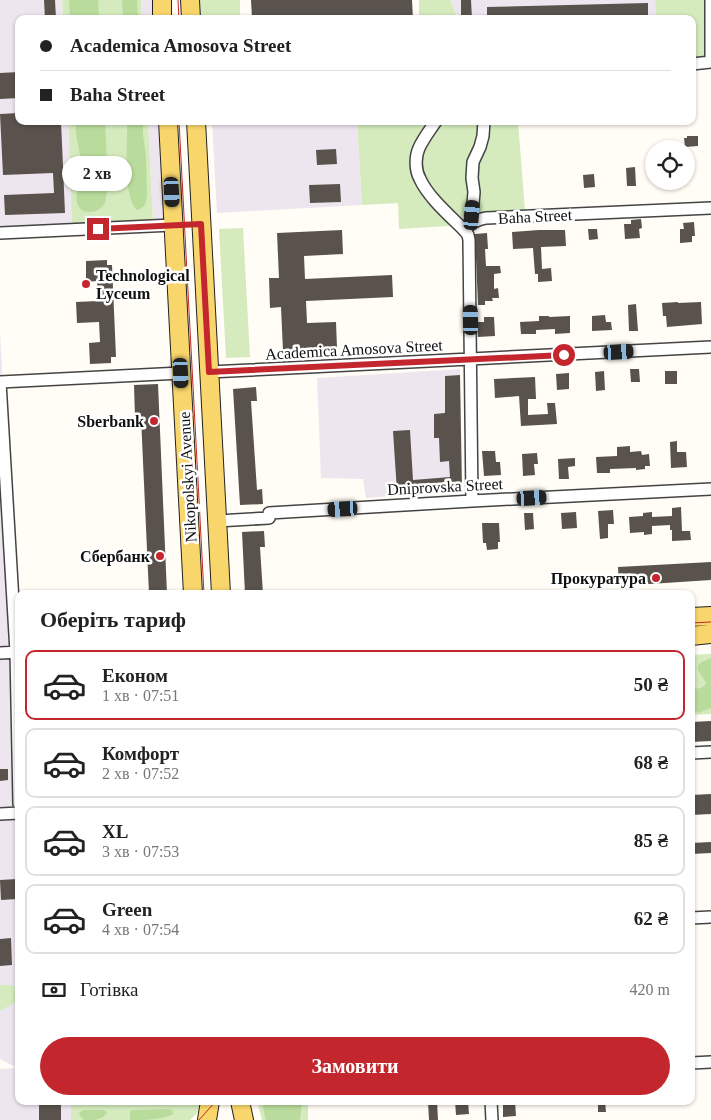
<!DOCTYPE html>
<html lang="uk">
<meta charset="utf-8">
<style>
:root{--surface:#fff;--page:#f6f6f6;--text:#222;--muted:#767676;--line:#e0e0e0;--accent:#c4262e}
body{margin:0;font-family:Georgia,serif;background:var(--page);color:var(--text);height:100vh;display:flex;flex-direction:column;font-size:19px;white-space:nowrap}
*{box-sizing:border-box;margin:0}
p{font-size:16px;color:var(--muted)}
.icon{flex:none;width:28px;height:28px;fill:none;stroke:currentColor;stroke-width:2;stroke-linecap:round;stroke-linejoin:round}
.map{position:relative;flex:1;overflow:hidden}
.sheet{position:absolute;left:15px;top:590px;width:680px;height:515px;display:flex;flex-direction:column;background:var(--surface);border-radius:10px;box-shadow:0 1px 4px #0004}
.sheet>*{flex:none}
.hud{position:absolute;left:15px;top:15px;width:681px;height:110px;border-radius:10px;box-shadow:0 1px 4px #0004;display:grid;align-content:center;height:110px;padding:0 25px;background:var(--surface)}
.tools{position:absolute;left:645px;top:140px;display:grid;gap:10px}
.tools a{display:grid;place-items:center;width:50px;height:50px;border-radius:50%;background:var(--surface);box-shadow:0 1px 4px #0004;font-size:25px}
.end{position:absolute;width:22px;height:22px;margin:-11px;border:6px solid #c4262e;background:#fff;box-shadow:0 0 0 2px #fff}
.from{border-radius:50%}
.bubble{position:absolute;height:35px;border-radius:18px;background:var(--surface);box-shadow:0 1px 4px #0004;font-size:16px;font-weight:800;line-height:35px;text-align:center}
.car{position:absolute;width:15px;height:30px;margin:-15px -8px;border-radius:6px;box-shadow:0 0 4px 1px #0007;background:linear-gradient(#222 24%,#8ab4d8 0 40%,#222 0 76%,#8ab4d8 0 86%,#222 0)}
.hud b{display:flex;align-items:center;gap:18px;height:48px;font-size:19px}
.hud b+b{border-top:1px solid var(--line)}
.hud i{width:12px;height:12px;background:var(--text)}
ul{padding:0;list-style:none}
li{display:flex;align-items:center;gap:15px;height:70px;margin:0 10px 8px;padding:0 15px;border:2px solid var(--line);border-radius:10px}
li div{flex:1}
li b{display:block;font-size:19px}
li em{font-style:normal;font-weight:800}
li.on{border-color:var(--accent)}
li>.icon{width:45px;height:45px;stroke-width:1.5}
h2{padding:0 25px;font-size:22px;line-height:60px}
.pay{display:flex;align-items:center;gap:12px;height:55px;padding:0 25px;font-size:19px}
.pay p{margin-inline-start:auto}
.action{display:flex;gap:10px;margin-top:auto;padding:10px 25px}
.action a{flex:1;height:58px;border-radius:30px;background:var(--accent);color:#fff;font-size:20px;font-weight:800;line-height:58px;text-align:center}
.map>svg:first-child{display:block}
.industrial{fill:#eee6ef}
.green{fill:#d5ebbd}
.forest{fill:#b9dc9c}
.building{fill:#5a524d}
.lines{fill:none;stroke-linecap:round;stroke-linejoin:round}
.street-casing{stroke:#444;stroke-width:14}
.primary-casing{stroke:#222;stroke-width:20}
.street{stroke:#fff;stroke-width:11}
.primary{stroke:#f9d66b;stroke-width:18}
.tram{stroke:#c4262e;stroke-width:1}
.route{stroke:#c4262e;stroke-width:6}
.poi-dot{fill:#c4262e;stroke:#fff;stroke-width:2}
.labels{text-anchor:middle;stroke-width:5;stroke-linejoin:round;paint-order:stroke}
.street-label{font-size:16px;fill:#111;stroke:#fff}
.poi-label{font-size:16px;font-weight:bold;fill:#111;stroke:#fff;text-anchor:end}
</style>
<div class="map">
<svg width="711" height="1120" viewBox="0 0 711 1120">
<rect width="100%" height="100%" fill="#fffdf5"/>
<path class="industrial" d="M0,0H62L63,19H19V121H68L72,223L153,220L148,121H163L170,228L0,237Z
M141,0H156L157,19H142Z
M450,0H655L656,19H458Z
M212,121H357L362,205L217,213Z
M0,332L19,670V1101H201L200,1103L71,1105V1120H0V1069L17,1068L0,1059V1011L16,1001L11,985H0Z
M460,369L462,490L366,498L363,479L321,478L317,378Z"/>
<path class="green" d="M62,0H141L142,19H63Z
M193,0H240V19H194Z
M419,0H450L458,19H419Z
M655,0H707V58L693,60L692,19H656Z
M68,121H148L153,220L72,224Z
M357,121H518L525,212L464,216L448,226L399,229L398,203L362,205Z
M243,228L250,357L226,358L219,229Z
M711,654V714L691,715V655Z
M0,985H11L16,988V1002L0,1011Z
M257,1101H308V1120H262Z
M200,1103L198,1112L190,1120H71V1105Z"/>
<path class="forest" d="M69,0H98L99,19H70Z
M122,0H137L138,19H123Z
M76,121H105C106,139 107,157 107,175C107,184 108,194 105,202C103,208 96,212 90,212C84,212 80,210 78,205C73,194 82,182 82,171C82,154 74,138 76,121Z
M127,121H143V134L146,157L147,196L145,205L140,209L137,210C122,197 128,141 127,121Z
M711,658V708L699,713L691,709V688C697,689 703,689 706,683L698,670V665L702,662Z
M264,1101H302L300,1120H266L263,1108Z
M169,1109L172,1110L173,1114C162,1120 143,1120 130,1120V1112L132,1110Z
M83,1110H103L106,1111L107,1113C103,1120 93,1120 84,1120L80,1116L79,1113Z"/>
<path class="building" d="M44,0H55L56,19H45Z
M251,0H412L413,19H252Z
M461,0H471L472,19H461Z
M648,3V16L559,19H487V7Z
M19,72V98L0,99V73Z
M19,113V121H61L65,213L5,215L4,195L54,193L53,173L3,175L0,114Z
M687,136H698V146L685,147L684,138H687Z
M336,149L337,164L317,165L316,150Z
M635,167L636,186H627L626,168Z
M594,174L595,187L584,188L583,175Z
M340,184L341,202L310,203L309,185Z
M641,219L642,228L639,229L640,238L625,239L624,224H631V220Z
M694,222L695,236H692V242L680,243V229H684L683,223Z
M588,229H597L598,239L589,240Z
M342,230L343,254L304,256L305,279L392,275L393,297L306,301L307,323L336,322L337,348L283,351L281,307L270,308L269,278H279L277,233Z
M539,230H565L566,246L541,247L542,269L551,268L552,281L538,282V274H535L533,248L513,249L512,232Z
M487,233L488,249H485L486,266H500L501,273L494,274V289L498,288L499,298H492L493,301H485V305H478L475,234Z
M107,260V265H112L116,357H111V363L90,364L89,343L100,342L99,322L77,323L76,302L98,301L97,281L86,282V261Z
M678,302V303L701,302L702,324L667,327L666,316H663L662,303Z
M636,304L638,331H629L628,305Z
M605,315L606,322H611L612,330L592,331V316Z
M539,316H549V317L570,316V333L555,334V329L536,330V334H521L520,322L539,321Z
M484,317H494L495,336L478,337L477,322H484Z
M630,369H639L640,382H631Z
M604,371L605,390L596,391L595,372Z
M665,371H677V384H665Z
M569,373V389L557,390L556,374Z
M460,375L462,490L418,494V491L397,492L393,431L410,430L413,480L450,477L449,461L440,462L439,438H434V414L445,413V376Z
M535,377L536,399H528V415L548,414L547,403H555L557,424L521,426L519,396L495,398L494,379Z
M158,384L167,594H149L141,417H135L134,385Z
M256,387L257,401H251L256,475L257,490L262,489L263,504L240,505L233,389Z
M677,441V452H686L687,467L671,468L670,442Z
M630,446V452L641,451L642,455L649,454L650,466H645V469L636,470V468L610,469V473H597L596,457L617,456V447Z
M482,451H495L496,462H500L501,475L484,476Z
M537,453L538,464H534L535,475L523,476L522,454Z
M575,458V466L568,467L569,479H559L558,459Z
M681,507L682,531H690L691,540L672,541V530H670V525L652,526V534L644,535V532L630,533L629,517L643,516V513L652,512V517L672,516V508Z
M613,510L614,524H608V538L600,539L598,511Z
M576,512L577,528L562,529L561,513Z
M524,513H533L534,529L525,530Z
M482,523H499L500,542H498V549L487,550L486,543H483Z
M264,531L265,547H260L263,594H245L242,532Z
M711,562V580L619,586L618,567Z
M711,721V741L691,742V722Z
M0,769H8V780L0,781Z
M711,794V814L691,815V795Z
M711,842V853L691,854V843Z
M17,879V899L1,900L0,880Z
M11,938L12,965L0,966V939Z
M39,1101H61V1120H39Z
M428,1101H437L438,1120H429Z
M455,1101H468L469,1114L456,1115Z
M503,1101H515L516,1116L503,1117Z
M598,1101H605L606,1112H598Z"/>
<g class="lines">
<defs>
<path id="street" d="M711,0V61
M692,64L711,62
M436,121C430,130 423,139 419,148C415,157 415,170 420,179C428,197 450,216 464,230C470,224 477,219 486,218L711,208
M473,222L472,215L474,192L472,178L473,162L480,147L483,136L484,121
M464,230L468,235L469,240L472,501
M0,233L173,225
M209,372L711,347
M217,521L269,518V513L472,501L711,489
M0,653L19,652
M691,753L711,752
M19,804L16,652L0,382L181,373
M0,814L19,813
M691,918L711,917
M691,1063L711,1062
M491,1101L492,1120"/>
<path id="primary" d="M162,0V19
M190,0L191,19
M168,121L193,594
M196,121L221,594
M691,617L711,616
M691,636L711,634
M240,1101L244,1120
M207,1120L210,1101"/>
</defs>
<use href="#street" class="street-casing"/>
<use href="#primary" class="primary-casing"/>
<use href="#street" class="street"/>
<use href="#primary" class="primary"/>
<path class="tram" d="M178,0L179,19
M179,121L204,594
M691,623L711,622
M199,1120L216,1101"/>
</g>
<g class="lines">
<path class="route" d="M98,229L201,224L209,372L564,355"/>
</g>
<g class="poi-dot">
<circle cx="86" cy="284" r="5"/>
<circle cx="154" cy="421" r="5"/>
<circle cx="160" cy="556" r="5"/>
<circle cx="656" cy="578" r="5"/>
</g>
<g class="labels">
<g class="street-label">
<text transform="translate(535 216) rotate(-3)" y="6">Baha Street</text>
<text transform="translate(354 349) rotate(-3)" y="6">Academica Amosova Street</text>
<text transform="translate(187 477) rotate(-93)" y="6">Nikopolskyi Avenue</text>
<text transform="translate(445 486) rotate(-3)" y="6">Dniprovska Street</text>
</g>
<g class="poi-label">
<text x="96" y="281" text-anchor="start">Technological<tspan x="96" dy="18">Lyceum</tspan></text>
<text x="144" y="427">Sberbank</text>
<text x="150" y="562">Сбербанк</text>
<text x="646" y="584">Прокуратура</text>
</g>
</g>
</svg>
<div class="tools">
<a><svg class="icon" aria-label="locate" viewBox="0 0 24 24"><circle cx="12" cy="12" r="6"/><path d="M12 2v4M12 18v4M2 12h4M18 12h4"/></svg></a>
</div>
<i class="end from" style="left:564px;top:355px"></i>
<i class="end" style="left:98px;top:229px"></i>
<div class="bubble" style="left:62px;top:156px;width:70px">2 хв</div>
<i class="car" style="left:172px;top:192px;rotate:177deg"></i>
<i class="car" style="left:472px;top:215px;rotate:5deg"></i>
<i class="car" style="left:471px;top:320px;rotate:359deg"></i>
<i class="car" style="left:619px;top:352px;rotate:87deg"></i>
<i class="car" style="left:181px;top:373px;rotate:177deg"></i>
<i class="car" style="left:532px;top:498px;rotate:87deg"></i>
<i class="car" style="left:343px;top:509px;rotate:267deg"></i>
<div class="hud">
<b><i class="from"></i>Academica Amosova Street</b>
<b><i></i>Baha Street</b>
</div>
<section class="sheet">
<h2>Оберіть тариф</h2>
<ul>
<li class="on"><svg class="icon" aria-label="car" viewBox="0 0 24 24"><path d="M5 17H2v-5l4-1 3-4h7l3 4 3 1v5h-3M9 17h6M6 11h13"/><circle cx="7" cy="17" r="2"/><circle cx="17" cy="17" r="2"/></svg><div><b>Економ</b><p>1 хв · 07:51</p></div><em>50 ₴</em></li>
<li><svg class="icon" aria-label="car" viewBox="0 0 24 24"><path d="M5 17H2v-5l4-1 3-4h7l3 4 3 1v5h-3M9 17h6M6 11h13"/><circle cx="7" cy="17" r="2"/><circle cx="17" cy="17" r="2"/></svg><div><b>Комфорт</b><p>2 хв · 07:52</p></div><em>68 ₴</em></li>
<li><svg class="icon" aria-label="car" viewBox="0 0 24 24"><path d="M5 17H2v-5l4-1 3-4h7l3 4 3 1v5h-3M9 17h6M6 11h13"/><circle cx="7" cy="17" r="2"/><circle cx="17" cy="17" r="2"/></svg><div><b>XL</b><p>3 хв · 07:53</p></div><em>85 ₴</em></li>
<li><svg class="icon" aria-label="car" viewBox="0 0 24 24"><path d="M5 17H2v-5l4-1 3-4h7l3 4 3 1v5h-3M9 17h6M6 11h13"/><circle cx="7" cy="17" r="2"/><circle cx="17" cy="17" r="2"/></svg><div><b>Green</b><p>4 хв · 07:54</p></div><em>62 ₴</em></li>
</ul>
<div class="pay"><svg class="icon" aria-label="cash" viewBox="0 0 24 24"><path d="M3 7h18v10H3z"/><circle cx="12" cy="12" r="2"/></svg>Готівка<p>420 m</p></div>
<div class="action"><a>Замовити</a></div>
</section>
</div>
______
PROMPT
Filter the data above by the word "auto" and copy every line that matches.

RESPONSE TO THE TASK
.pay p{margin-inline-start:auto}
.action{display:flex;gap:10px;margin-top:auto;padding:10px 25px}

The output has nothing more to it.